The dehydrins are a group of specialized plant proteins that are involved in protecting cells from dehydration-related stresses (Close, 1996
; Allagulova et al., 2003
). Dehydrins also participate in two important and rather specific aspects of seeds. (1) They are widely perceived to participate, with other LEA proteins, in the dehydration process that occurs during the late stages of seed maturation by assisting the acclimatization of seed tissues to the lower water content found in mature seeds (Close, 1996
; Nylander et al., 2001
). (2) It is presumed that the dehydrins synthesized in seeds during maturation continue to stabilize the associated cellular structures during seed quiescence. In this latter context, it should also be noted that it has recently been proposed that dehydrins may also possess a radical-scavenging capability (Hara et al., 2003
) and have metal-binding properties (Alsheikh et al., 2003
), both characteristics that are likely to be useful during long periods of seed storage.

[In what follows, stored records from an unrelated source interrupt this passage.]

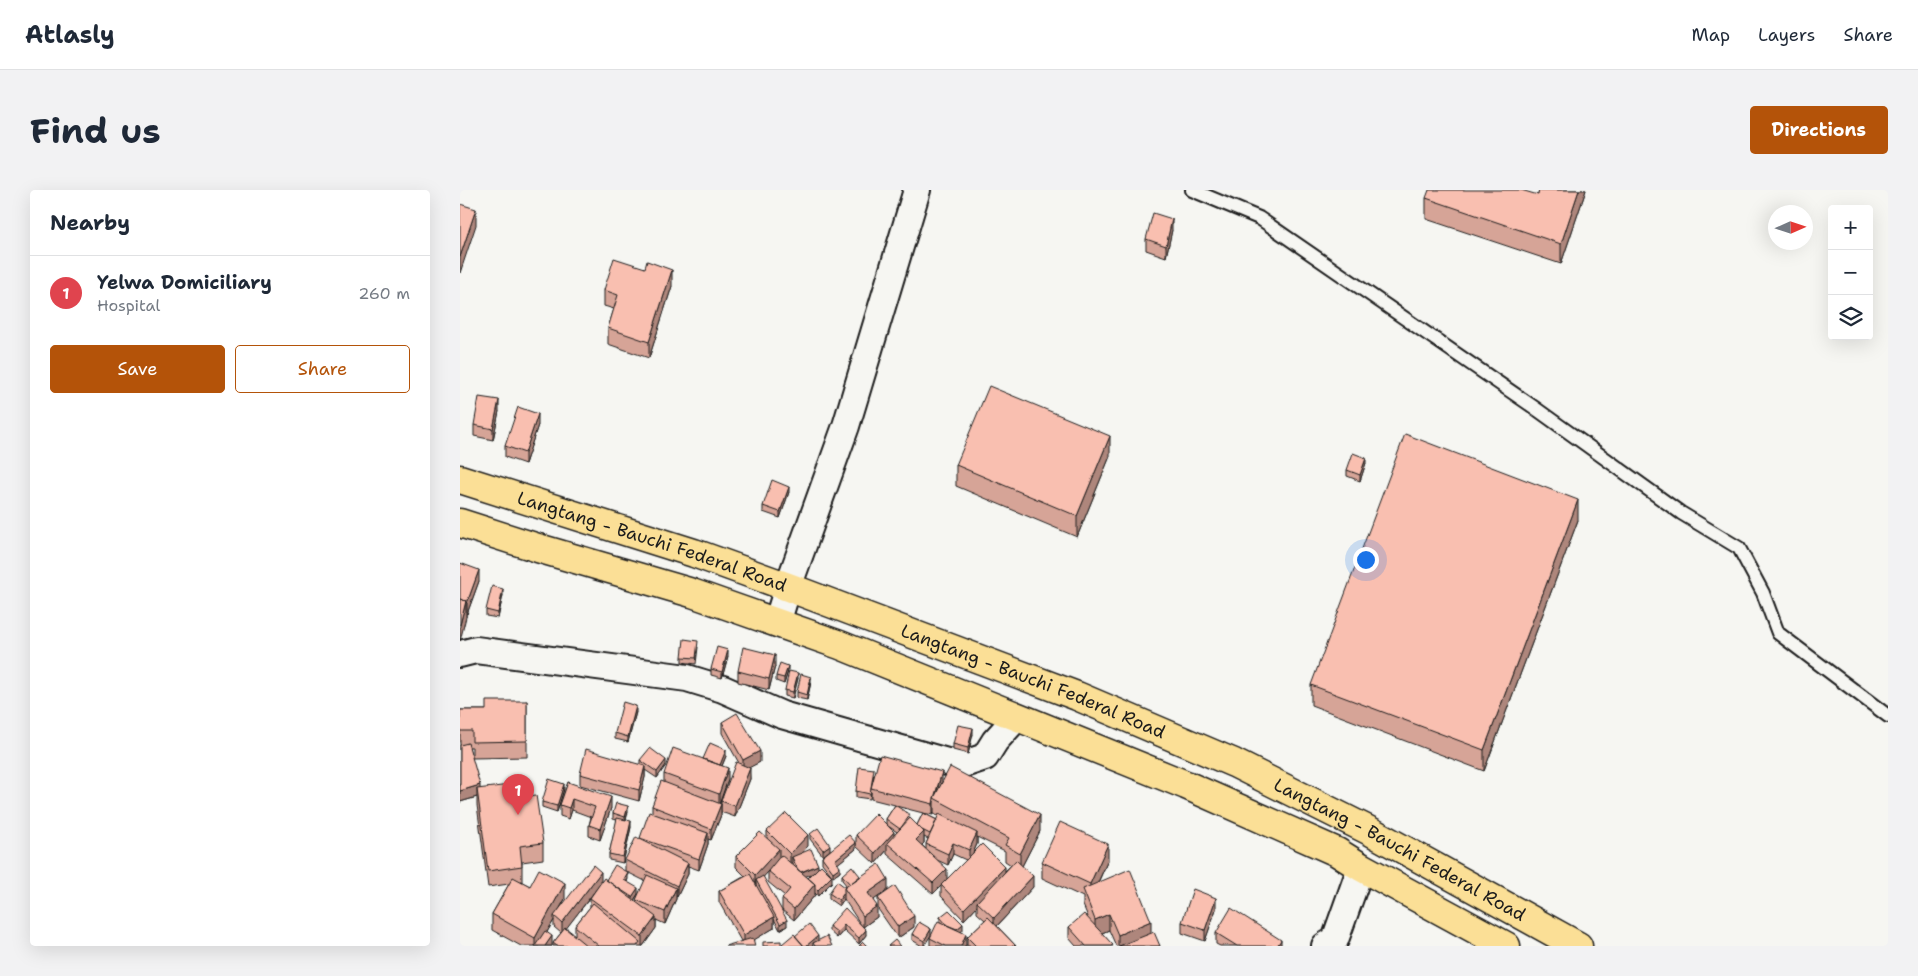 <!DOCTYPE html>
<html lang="en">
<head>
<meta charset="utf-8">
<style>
  :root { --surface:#fff; --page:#f2f2f3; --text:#1f2937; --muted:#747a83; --line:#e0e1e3; --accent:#b45309 }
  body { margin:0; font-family:"Shantell Sans",sans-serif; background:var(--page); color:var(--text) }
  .controls { position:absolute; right:15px; top:15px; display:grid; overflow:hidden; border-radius:5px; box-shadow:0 5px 20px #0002 }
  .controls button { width:45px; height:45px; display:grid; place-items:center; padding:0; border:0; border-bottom:1px solid var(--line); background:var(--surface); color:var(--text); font:25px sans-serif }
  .compass { position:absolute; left:1308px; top:15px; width:45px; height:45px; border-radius:50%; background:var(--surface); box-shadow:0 5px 20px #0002; rotate:87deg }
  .you { position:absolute; left:905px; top:369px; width:18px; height:18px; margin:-12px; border:4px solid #fff; border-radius:50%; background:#1a73e8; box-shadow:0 0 0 8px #1a73e833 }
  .badge { display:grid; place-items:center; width:32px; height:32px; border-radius:50%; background:var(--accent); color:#fff; font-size:16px; font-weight:700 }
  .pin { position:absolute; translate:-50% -41px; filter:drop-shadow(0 1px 2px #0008) }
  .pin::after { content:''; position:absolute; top:26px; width:18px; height:15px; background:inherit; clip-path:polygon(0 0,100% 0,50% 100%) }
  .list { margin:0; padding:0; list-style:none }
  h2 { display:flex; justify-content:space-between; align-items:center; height:65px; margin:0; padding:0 20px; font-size:21px }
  h2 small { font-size:16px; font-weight:400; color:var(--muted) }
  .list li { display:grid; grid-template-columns:32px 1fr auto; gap:15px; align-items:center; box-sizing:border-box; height:75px; padding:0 20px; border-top:1px solid var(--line) }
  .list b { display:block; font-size:19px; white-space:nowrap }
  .list p { margin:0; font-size:16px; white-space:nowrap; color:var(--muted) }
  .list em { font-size:16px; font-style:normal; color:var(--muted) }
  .actions { display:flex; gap:10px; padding:15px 20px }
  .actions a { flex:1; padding:11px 0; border:1px solid var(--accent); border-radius:5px; text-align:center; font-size:18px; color:var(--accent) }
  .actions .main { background:var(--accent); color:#fff }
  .icon { flex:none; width:28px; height:28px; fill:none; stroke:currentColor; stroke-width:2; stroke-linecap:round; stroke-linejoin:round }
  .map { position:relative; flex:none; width:1428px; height:756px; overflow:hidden; border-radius:5px }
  header { display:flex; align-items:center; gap:30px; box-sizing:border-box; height:70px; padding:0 25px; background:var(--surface); border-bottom:1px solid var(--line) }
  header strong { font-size:24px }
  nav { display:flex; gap:28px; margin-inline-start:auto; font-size:18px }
  .intro { display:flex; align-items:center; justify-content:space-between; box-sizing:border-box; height:120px; padding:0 30px }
  h1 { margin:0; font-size:35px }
  .button { padding:12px 22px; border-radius:5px; background:var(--accent); color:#fff; font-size:18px; font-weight:700 }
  main { display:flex; gap:30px; padding:0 30px }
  aside { flex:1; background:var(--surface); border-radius:5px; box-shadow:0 5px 20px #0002 }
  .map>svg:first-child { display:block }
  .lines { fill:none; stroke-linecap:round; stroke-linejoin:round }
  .lane-casing { stroke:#1c1c1c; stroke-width:16 }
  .street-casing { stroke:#1c1c1c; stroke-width:30 }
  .primary-casing { stroke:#1c1c1c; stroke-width:31 }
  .lane { stroke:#f6f6f2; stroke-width:12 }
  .street { stroke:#f6f6f2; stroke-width:26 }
  .primary { stroke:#fbdf96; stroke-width:28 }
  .wall { fill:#d6a497; stroke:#1c1c1c; fill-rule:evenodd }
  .shaded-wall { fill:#ae867b; stroke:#1c1c1c }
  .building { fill:#f9bfb0; stroke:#1c1c1c }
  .labels { text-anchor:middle; stroke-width:5; stroke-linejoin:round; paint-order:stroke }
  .street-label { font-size:18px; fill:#1c1c1c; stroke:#f6f6f2 }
</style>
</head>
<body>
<header>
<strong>Atlasly</strong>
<nav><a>Map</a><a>Layers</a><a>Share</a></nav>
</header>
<div class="intro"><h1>Find us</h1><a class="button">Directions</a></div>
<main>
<aside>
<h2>Nearby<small></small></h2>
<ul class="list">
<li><span class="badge" style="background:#e0444e">1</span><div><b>Yelwa Domiciliary</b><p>Hospital</p></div><em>260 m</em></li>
</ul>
<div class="actions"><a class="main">Save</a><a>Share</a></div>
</aside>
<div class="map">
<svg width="1428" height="756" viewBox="0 0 1428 756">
  <rect width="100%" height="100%" fill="#f6f6f2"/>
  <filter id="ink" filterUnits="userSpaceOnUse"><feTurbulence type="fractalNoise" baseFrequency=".02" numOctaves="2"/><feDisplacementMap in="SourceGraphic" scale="10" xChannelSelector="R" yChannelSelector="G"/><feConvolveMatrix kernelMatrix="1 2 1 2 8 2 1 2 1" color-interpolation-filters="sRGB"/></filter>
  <g filter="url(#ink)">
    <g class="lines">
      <defs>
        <path id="lane" d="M732 0 799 28 1075 218 1221 323 1279 358 1303 403 1318 443 1428 526"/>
        <path id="street" d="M317 433 328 397 386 236 457 0
          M0 464 16 460 227 488 263 499 322 525 487 572 507 573 525 567 535 551 557 527
          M865 756 875 750 901 677"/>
        <g id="primary">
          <path id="s1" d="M0 289 234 363 328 397 617 506 774 573 910 641 1118 756"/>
          <path d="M0 333 78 358 232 403 380 455 726 595 877 662 901 677 1046 756"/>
        </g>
      </defs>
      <use href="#lane" class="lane-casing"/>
      <use href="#street" class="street-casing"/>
      <use href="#primary" class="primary-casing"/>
      <use href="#lane" class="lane"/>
      <use href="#street" class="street"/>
      <use href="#primary" class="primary"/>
    </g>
    <path class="wall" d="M1079 0H1126L1101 74 966 29V8L1078 5Z
      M712 40 706 67 686 60V49Z
      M212 96 189 168 148 154V138L154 119 144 116V100Z
      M39 221 33 250 14 246V235Z
      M78 235 65 274 45 267V256Z
      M650 266 617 347 496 296V275Z
      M906 273 900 291 887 286V280Z
      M329 302 320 328 303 322V316Z
      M1118 330 1024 581 851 515V495Z
      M0 373 19 391 7 424 6 423V427Z
      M43 405 38 428 26 426V420Z
      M238 457 236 474 222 472V467Z
      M268 466 262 488 251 485V479Z
      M315 476 309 500 278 492V481Z
      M328 481 324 494 316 491V486Z
      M338 488 333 508 325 506V500Z
      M351 492 347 510 337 508V502Z
      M67 511V567L12 568V557H9L20 599 60 607 83 653V669L62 672V692L70 696 105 709 101 716 141 692 146 690 168 689 167 691 178 704 174 710 176 712V710L185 691 165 681V670L180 649 192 623V616L204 592V584L243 569 266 566 262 576 268 589 260 613 261 625 251 650 248 649V654L239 680 228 676V684L217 707 216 706V709L205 734 196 730V738L183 756H93V753L101 743 94 737V730L87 742 92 756H61L32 740V724L49 694 28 697 17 615V607L0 612V520H26ZM134 703 130 708V717L115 736V745L106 738Z
      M176 522 168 552 155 549V543Z
      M262 532 300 572 289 577 290 589 275 627 261 622V611L279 573 262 543Z
      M513 544 508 564 493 560V554Z
      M180 570 206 575 197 588 185 580V587L179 611 120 595V584L180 574Z
      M414 585 413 591 482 593 580 641 562 676 573 697 537 736 556 756H507V747L525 730 517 723V716L504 730 481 706V696L473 704 427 664V660L415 674 396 656V645L426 634V629L435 615 411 609V602L410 609 396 607V601ZM436 616 463 623 457 635ZM474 622V624L478 626 477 630 463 623 473 625ZM428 636 437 642 434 645ZM464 647 468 649 466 654V659L462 655 464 653ZM517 647 545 661V671L551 675 545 681 513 663 517 654ZM493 664 506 670 487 689 477 670 488 675Z
      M108 592 151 618 140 650 129 646V635L131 627 112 620 109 629 100 626V615Z
      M104 599 97 622 82 617V612Z
      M168 622 166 630 171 637 163 673 149 670V664L157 630 153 629V623Z
      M307 641 348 656 341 663 372 692 358 706 355 703V705L334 730 322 720V709L325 706 308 692V682L303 687 327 736 320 740 314 729V738L293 750 281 751 259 712V701L285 686 276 677V666L307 649ZM354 682 348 688 346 686Z
      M350 644 370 660 396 659 377 674 380 682 373 687 362 673V667L370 661 363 666 350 649Z
      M648 670 638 693 691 744 700 756H656L649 740 642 743 653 756H616L609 748V737L628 727 623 715V707L582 688V672Z
      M382 685 400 687 428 700 413 710 417 727 403 737 406 745 399 754 384 740 377 748 369 741V736L401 735 384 709 379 716 369 709V703L387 696 382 690Z
      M418 708 454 737 438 748 418 719Z
      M756 719 745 751 722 743V732Z
      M480 727 503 740 501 741 506 755V756H470V748L480 732Z
      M471 739 464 756H462L452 750V744Z
      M756 743 821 756H760L756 754Z"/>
    <path class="shaded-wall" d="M1119 0H1126L1101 74V54Z
      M16 19V35L0 83V67Z
      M712 29V40L706 67V56Z
      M212 80V96L189 168V152Z
      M39 210V221L33 250V239Z
      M78 224V235L65 274V263Z
      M650 246V266L617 347V326Z
      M906 268V273L900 291V285Z
      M329 297V302L320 328V322Z
      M1118 310V330L1024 581V560Z
      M19 380V391L7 424V413Z
      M43 399V405L38 428V423Z
      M6 411V427L0 451V435Z
      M268 460V466L262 488V482Z
      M315 465V476L309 500V489Z
      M328 476V481L324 494V488Z
      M338 483V488L333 508V502Z
      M351 487V492L347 510V505Z
      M176 516V522L168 552V547Z
      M513 538V544L508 564V558Z
      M266 560V566L259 583V577Z
      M300 561V572L283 581V570Z
      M206 570V575L197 588V582Z
      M185 576V587L179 611V600Z
      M268 578V589L259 615V604Z
      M290 578V589L275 627V616Z
      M482 582V593L475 608Z
      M104 594V599L97 622V616Z
      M20 595V606L17 599V607L0 612V601Z
      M151 607V618L140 650V639Z
      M112 609V620L109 629V618Z
      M474 611V622L473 625V614Z
      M261 614V625L251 650V639Z
      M168 616V622L165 632V627Z
      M580 625V641L560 680V664Z
      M171 631V637L163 673V667Z
      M434 642V653H427V660L415 674V663Z
      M464 642V653L456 661V650Z
      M248 643V654L239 680V669Z
      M517 643V654L509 672V660Z
      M348 645V656L334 671 332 667V672L330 675V664Z
      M396 653V659L375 676V670Z
      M493 653V664L488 675V664Z
      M648 654V670L630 710V694Z
      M370 655V660L363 666V660Z
      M319 659V670L298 693 296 690V695L295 696V685Z
      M228 673V684L217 707V696Z
      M358 675V681L340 689V683Z
      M380 677V682L373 687V682Z
      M545 677V688L517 712V716L504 730V719Z
      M487 679V690L473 704V693Z
      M141 682V693L102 744V733Z
      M168 683V689L164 695V690Z
      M372 686V692L358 706V700Z
      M573 686V697L534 739V728Z
      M428 689V700L408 714V703Z
      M105 693V709L95 727 94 726V730L79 756H75V748Z
      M355 694V705L334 730V719Z
      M178 698V704L172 713V707Z
      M216 698V709L205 734V722Z
      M384 703V709L379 716V710Z
      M756 708V719L745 751V740Z
      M417 716V727L403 737V726Z
      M649 724V740L635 746V730Z
      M454 726V737L438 748V737Z
      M196 727V738L183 756H182V746Z
      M314 727V738L284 756V745Z
      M327 730V736L320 740V734Z
      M691 731V747L670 756H658V745Z
      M503 734V740L493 748V742Z
      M384 735V740L377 748V742Z
      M471 739V745L464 756V751Z
      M406 740V745L399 754V748Z
      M506 744V756H501Z
      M92 746V756H85Z
      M358 746V751L353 753V756H346Z
      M821 750V756H817Z"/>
    <path class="building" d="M969 0H1061L1078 5 1079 0H1119L1101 54 966 8Z
      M0 14 16 19 0 67Z
      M693 23 712 29 706 56 686 49Z
      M154 68 185 78 187 71 212 80 189 152 148 138 158 105 144 100Z
      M529 196 650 246 617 326 496 275Z
      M19 207 39 210 33 239 14 235Z
      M58 217 78 224 65 263 45 256Z
      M945 244 1118 310 1024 560 851 495Z
      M893 263 906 268 900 285 887 280Z
      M312 290 329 297 320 322 303 316Z
      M0 373 19 380 7 413 6 412V411L0 409Z
      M32 396 43 399 38 423 26 420Z
      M0 409 6 411 0 435Z
      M224 449 238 451 236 468 222 467Z
      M257 457 268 460 262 482 251 479Z
      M283 457 315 465 309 489 278 481Z
      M320 473 328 476 324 488 316 486Z
      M329 481 338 483 333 502 325 500Z
      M341 484 351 487 347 505 337 502Z
      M26 511H67V551L12 552V541H0V520H26Z
      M163 512 176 516 168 547 155 543Z
      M277 523 300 561 283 570 262 532Z
      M498 535 513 538 508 558 493 554Z
      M8 553 20 595 0 601V555Z
      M250 553 266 560 260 575 243 569Z
      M190 558 206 570 197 582 180 570Z
      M213 558 268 578 259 604 204 584Z
      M126 559 185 576 179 600 120 584Z
      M420 565 482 582 474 608 473 614 411 598Z
      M276 572 290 578 275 616 261 611Z
      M399 577 414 579 410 604 396 601Z
      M490 577 580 625 560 664 545 655 549 648 474 608Z
      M89 589 104 594 97 616 82 612Z
      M201 591 261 614 251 639 192 616Z
      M108 592 151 607 140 639 129 635 135 617 112 609 109 618 100 615Z
      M58 594 60 607 76 605 83 653 60 656 62 676 28 681 17 599Z
      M156 613 168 616 165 627 153 623Z
      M435 615 450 625 440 639 426 629Z
      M189 622 248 643 239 669 180 648Z
      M326 623 348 645 330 664 307 641Z
      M463 623 477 630 470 644 462 640 457 635Z
      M416 624 434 642 415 663 396 645Z
      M479 624 517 643 509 660 493 653 488 664 466 654Z
      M157 628 171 631 163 667 149 664Z
      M450 628 464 642 456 650 487 679 473 693 427 653Z
      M600 632 648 654 630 694 582 672Z
      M358 638 370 655 363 660 350 644Z
      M300 642 319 659 295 685 276 666Z
      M389 645 396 653 375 670 380 677 373 682 362 667Z
      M176 647 228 673 217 696 165 670Z
      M522 654 545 677 504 719 481 695Z
      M351 659 358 675 341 682 338 680 332 667Z
      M321 665 355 694 334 719 322 709 330 699 308 681Z
      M556 670 573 686 534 728 517 712Z
      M419 674 428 689 408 703 417 716 403 726 384 698Z
      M133 675 141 682 102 733 94 726Z
      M155 675 168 683 164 690 178 698 172 707 146 690Z
      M361 675 372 686 358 700 355 697V694L348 688Z
      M392 676 400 686 390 694 382 685Z
      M79 679 105 693 75 748 32 724 53 687 70 696Z
      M670 679 691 731 658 745 649 724 635 730 623 699Z
      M290 684 314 727 284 745 259 701Z
      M187 685 216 698 205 722 176 710Z
      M303 686 327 730 320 734 296 690Z
      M144 688 196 727 182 746 130 708Z
      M377 691 385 697 384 698V703L379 710 369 703Z
      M435 696 454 726 438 737 418 708Z
      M733 699 756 708 745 740 722 732Z
      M133 713 180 752 177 756H139L115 736Z
      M385 718 406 740 399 748 384 735 377 742 369 736Z
      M771 718 821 750 817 756H777L756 743Z
      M489 720 503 734 497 739 487 735 480 727Z
      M624 724 653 755 651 756H626L609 737Z
      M528 727 556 756H516L507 747Z
      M478 731 506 744 501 756H486L470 748Z
      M459 732 471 739 464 751 452 744Z
      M349 734 358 746 346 756H344L335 746Z
      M105 738 127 756H97L93 753Z
      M85 741 92 746 85 756H75Z
      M694 742 700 756H659Z
      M334 744 344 756H323L322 754Z
      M367 746 372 756H355L353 753Z
      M293 748 295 756H265Z
      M435 750 440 756H428Z
      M321 751V756H303V752Z
      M403 752 407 756H399Z"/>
  </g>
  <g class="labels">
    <g class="street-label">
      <text dy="6" stroke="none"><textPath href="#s1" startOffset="202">Langtang - Bauchi Federal Road</textPath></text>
      <text dy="6" stroke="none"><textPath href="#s1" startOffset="608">Langtang - Bauchi Federal Road</textPath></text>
      <text dy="6" stroke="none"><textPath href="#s1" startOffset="1012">Langtang - Bauchi Federal Road</textPath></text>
    </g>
  </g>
</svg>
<div class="controls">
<button>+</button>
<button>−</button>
<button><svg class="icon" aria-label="layers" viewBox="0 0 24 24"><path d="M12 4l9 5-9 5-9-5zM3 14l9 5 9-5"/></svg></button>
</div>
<svg class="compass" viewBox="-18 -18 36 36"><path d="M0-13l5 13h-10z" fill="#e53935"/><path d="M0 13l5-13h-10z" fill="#747a83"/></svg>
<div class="you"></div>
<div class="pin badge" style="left:58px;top:625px;background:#e0444e">1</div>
</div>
</main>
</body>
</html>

Despite the involvement of dehydrin proteins in plant resistance to osmotic stresses such as drought stress, and the probable importance of the dehydrins during grain development, little information is available on these genes in coffee. Thus it has been decided to take advantage of the new coffee EST collection to isolate cDNAs encoding highly expressed coffee dehydrins, and to establish the expression patterns of the dehydrins in different tissues, as well as during coffee grain and pericarp maturation. Five cDNAs from C. canephora
, which represent three distinct dehydrin genes (CcDH1, CcDH2 and CcDH3) are presented here, as well as a cDNA representing an LEA gene (CcLEA1) with an extremely restricted expression pattern. The gene CcDH1 is represented by two cDNAs that differ by 21 bases and have over 95
% identity. The small sequence differences translate into six amino acid changes, three of which result from a 9
bp deletion in the ORF of CcDH1a. Because these two cDNAs show such a high level of identity, and the fact that the protein sequence changes fall outside the highly conserved regions in this protein sequence family (), it is considered that these two cDNAs represent different alleles of one gene.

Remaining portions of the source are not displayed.